Uma boa relação porque sempre se sentia rodeado de amigos e, no Brasil, tinha muitos, além de muitos leitores. O que não significa que não se sentisse incomodado com algumas situações, que a pobreza não lhe despertasse um sentido de urgência, que os sem-terra não o motivassem, que não o desgostasse o abismo entre uns e outros. Ele ficou contente com a escolha do Rio para ser sede da Olimpíada porque, dizia, incentivaria o trabalho. Para Saramago, esse direito era questão indiscutível. Politicamente, acompanhava de perto o que se passava e sempre, a despeito das conquistas internacionais do País, esperava por mais e melhores notícias internas. Gostava muito do Brasil e demonstrou isso vindo aqui para o lançamento de A Viagem do Elefante, quando quase já nem podia com a própria alma. Amava, sobretudo, muitos brasileiros.

 

Haveria um livro de sua preferência entre os escritos por Saramago? Por quê?

Viagem a Portugal. Porque ali cabem Saramago e Portugal. E estamos todos, seres humanos, representados.

 

Qual é o principal legado de José Saramago, em sua opinião?

Seus livros, que são monumentos. Mas, à margem deles, que o próprio Bloom qualificou como você sabe e eu, por pudor, não repito, sobressai sua atitude diante do mundo. Era um transgressor, que não se calou para não incomodar. Dizia sempre o que pensava, propôs questões fundamentais e tratou de encontrar respostas. Afirmou que faltavam dois pontos à Declaração Universal dos Direitos Humanos: o direito à heresia e à dissidência. Ser dissidente para não se acomodar. Ser herético para não ser calado por dogmas. Um belo plano, não?

 

Documentário exibe momentos do cotidiano

 

O documentário já foi exibido na Festa Literária Internacional de Paraty, a Flip, e durante a Bienal do Livro de São Paulo, ambas no mês passado, mas José e Pilar, de Miguel Gonçalves Mendes, continua provocando grande expectativa. Na homenagem de hoje, a diretora Daniela Thomas selecionou alguns trechos que serão exibidos em momentos intercalados.

O filme, que traça um retrato da vida e da obra de José Saramago, será exibido no Festival do Rio no sábado. Trata-se de um meticuloso trabalho de Mendes que, durante três anos, filmou a rotina do prêmio Nobel de Literatura de 1998. E, como nem todas as entrevistas obviamente entraram no documentário, a Companhia das Letras pretende lançar até o fim do ano um livro com a íntegra dessas conversas, acompanhado de um DVD com o próprio filme.

 

Definido pelo próprio diretor como "uma espécie de Big Brother da vida de José Saramago", o documentário registra momentos de carinho do escritor com sua mulher Pilar alternados com reflexões sobre seu cotidiano. Ou seja, da intimidade para as discussões públicas, oferecendo um retrato do que realmente era rotineiro na vida do escritor.

 

Mendes compôs um fiel perfil, editando como se movido pelo humor peculiar de Saramago. Em uma determinada cena, por exemplo, vê-se o autor em sua casa, na ilha de Lanzarote, na Espanha. Ele ouve música clássica enquanto concentra o olhar no computador. O espectador não vê a tela, apenas Saramago, concentrado, mexendo no mouse e murmurando: "Este para aqui, este para ali." Um corte seco e a surpresa: não se trata da escrita de um livro mas de um jogo de paciência. "Está ganho.
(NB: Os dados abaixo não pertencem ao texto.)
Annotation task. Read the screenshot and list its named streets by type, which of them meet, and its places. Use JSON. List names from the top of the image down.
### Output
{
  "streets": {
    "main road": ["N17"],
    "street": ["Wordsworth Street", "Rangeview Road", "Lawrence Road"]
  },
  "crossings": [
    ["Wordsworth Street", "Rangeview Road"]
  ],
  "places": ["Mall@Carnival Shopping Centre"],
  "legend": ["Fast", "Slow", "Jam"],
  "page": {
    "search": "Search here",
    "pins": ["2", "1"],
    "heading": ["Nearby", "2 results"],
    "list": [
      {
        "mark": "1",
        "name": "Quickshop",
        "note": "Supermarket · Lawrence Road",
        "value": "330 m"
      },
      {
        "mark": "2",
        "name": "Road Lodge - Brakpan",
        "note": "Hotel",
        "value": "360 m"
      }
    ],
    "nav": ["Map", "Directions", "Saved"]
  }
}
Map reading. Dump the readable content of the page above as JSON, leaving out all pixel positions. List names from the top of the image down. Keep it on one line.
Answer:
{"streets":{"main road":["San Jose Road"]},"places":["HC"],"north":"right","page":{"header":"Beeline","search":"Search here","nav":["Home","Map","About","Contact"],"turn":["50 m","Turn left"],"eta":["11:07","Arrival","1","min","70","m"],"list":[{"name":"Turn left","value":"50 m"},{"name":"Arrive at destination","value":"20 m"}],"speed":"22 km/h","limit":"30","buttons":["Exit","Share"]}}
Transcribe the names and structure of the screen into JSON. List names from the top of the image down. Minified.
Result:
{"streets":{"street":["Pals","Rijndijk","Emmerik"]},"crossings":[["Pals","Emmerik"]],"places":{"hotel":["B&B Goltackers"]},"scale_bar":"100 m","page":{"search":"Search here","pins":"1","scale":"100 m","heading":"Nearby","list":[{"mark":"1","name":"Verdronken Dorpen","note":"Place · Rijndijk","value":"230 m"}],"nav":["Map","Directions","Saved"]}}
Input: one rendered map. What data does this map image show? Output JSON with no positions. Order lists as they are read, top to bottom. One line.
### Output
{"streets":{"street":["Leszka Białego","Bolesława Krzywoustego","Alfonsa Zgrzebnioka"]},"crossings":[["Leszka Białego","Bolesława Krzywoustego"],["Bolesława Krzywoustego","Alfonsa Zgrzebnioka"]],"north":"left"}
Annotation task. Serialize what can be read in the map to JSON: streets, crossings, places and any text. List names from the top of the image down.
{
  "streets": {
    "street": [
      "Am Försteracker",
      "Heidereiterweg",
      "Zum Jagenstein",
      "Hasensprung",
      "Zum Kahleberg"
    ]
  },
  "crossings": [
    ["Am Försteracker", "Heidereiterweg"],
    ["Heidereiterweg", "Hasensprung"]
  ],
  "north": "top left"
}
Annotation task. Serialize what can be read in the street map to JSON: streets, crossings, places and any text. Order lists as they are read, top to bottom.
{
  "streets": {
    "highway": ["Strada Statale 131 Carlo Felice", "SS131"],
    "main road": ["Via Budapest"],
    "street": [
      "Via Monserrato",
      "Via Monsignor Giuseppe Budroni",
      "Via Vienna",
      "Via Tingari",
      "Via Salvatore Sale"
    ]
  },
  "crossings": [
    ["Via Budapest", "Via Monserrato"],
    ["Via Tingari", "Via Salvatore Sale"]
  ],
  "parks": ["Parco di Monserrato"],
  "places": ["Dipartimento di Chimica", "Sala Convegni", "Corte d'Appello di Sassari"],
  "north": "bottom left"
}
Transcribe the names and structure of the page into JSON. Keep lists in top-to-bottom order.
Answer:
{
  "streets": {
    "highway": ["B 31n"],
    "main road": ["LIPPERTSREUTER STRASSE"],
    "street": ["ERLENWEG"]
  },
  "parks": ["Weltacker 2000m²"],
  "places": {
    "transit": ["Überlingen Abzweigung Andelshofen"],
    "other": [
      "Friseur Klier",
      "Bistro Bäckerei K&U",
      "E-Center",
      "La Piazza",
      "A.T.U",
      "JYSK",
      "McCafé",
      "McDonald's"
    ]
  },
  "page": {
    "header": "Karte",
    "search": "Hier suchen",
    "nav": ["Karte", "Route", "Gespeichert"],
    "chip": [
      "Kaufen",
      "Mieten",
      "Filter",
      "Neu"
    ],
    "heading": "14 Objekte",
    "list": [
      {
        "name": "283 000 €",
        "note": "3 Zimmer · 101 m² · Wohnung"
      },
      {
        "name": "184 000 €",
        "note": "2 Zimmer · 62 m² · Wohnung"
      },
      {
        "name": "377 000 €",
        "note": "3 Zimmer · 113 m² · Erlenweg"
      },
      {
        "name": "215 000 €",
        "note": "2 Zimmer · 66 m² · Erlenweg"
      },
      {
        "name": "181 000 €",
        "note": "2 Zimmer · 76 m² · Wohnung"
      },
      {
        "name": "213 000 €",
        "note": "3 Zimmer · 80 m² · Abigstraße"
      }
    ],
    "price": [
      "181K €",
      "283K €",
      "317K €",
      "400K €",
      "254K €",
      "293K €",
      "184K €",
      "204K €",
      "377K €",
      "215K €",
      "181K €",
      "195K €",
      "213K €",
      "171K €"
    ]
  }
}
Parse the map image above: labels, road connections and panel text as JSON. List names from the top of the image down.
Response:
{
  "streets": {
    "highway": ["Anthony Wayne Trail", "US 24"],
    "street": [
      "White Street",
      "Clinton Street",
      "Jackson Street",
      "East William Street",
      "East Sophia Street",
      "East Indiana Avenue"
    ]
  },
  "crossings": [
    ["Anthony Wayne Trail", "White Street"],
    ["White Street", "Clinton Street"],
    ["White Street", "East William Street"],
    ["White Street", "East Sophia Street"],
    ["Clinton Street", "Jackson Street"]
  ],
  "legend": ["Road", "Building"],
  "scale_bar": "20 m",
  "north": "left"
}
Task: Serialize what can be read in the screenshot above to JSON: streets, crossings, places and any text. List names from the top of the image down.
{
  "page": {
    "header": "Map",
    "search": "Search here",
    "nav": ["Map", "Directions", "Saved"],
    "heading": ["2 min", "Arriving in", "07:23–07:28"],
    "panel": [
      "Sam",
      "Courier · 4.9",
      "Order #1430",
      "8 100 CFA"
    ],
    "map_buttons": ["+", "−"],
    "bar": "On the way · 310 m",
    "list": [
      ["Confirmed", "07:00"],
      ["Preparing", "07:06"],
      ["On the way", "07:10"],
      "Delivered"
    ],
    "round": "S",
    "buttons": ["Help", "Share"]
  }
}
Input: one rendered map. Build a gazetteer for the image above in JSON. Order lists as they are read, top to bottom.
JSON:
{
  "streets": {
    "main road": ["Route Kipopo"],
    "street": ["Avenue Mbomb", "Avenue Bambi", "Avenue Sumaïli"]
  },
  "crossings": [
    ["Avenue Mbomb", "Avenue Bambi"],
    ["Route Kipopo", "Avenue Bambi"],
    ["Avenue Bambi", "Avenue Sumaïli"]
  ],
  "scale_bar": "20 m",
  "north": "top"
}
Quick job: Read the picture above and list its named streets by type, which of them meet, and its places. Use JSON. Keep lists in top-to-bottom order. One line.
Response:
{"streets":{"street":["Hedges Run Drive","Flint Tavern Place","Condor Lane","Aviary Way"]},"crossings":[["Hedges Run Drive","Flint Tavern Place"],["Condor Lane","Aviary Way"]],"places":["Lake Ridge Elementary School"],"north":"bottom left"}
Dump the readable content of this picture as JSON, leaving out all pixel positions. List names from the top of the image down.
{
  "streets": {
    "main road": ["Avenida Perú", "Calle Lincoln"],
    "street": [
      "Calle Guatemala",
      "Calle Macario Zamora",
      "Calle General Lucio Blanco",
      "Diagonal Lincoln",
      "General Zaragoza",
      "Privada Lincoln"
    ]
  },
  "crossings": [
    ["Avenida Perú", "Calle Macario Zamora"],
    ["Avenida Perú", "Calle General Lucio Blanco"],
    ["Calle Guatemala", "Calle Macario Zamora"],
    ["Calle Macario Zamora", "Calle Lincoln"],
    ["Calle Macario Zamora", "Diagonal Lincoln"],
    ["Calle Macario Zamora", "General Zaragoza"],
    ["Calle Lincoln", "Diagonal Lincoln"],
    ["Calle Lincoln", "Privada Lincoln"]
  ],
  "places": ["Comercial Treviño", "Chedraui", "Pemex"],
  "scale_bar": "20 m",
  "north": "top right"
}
As cartas fazem uma espécie de dança e são boas para afugentar o Alzheimer", comenta.

 

O crítico literário americano Harold Bloom afirmou que Saramago se tornou um homem mais solar ao compartilhar a vida com Pilar. As imagens de Miguel Gonçalves Mendes comprovam a afirmativa. O casal tanto aparece de mãos dadas, sentado no sofá e assistindo à TV como, em flagrante peraltice, Saramago surpreende ao dar um tapa na bunda da mulher.

 

Cético, agnóstico, firme em seus propósitos, Saramago, que morreu de complicações respiratórias provocadas por um fungo e leucemia crônica, encara a finitude com impressionante placidez: "Medo? Não. A morte para mim é a diferença entre estar e já não estar."

 

Homenagem a Saramago - Sesc Vila Mariana. Rua Pelotas, 141, tel. 5080-3000. Direção: Daniela Thomas. Quarta, 22, às 20h30. Ingressos esgotados.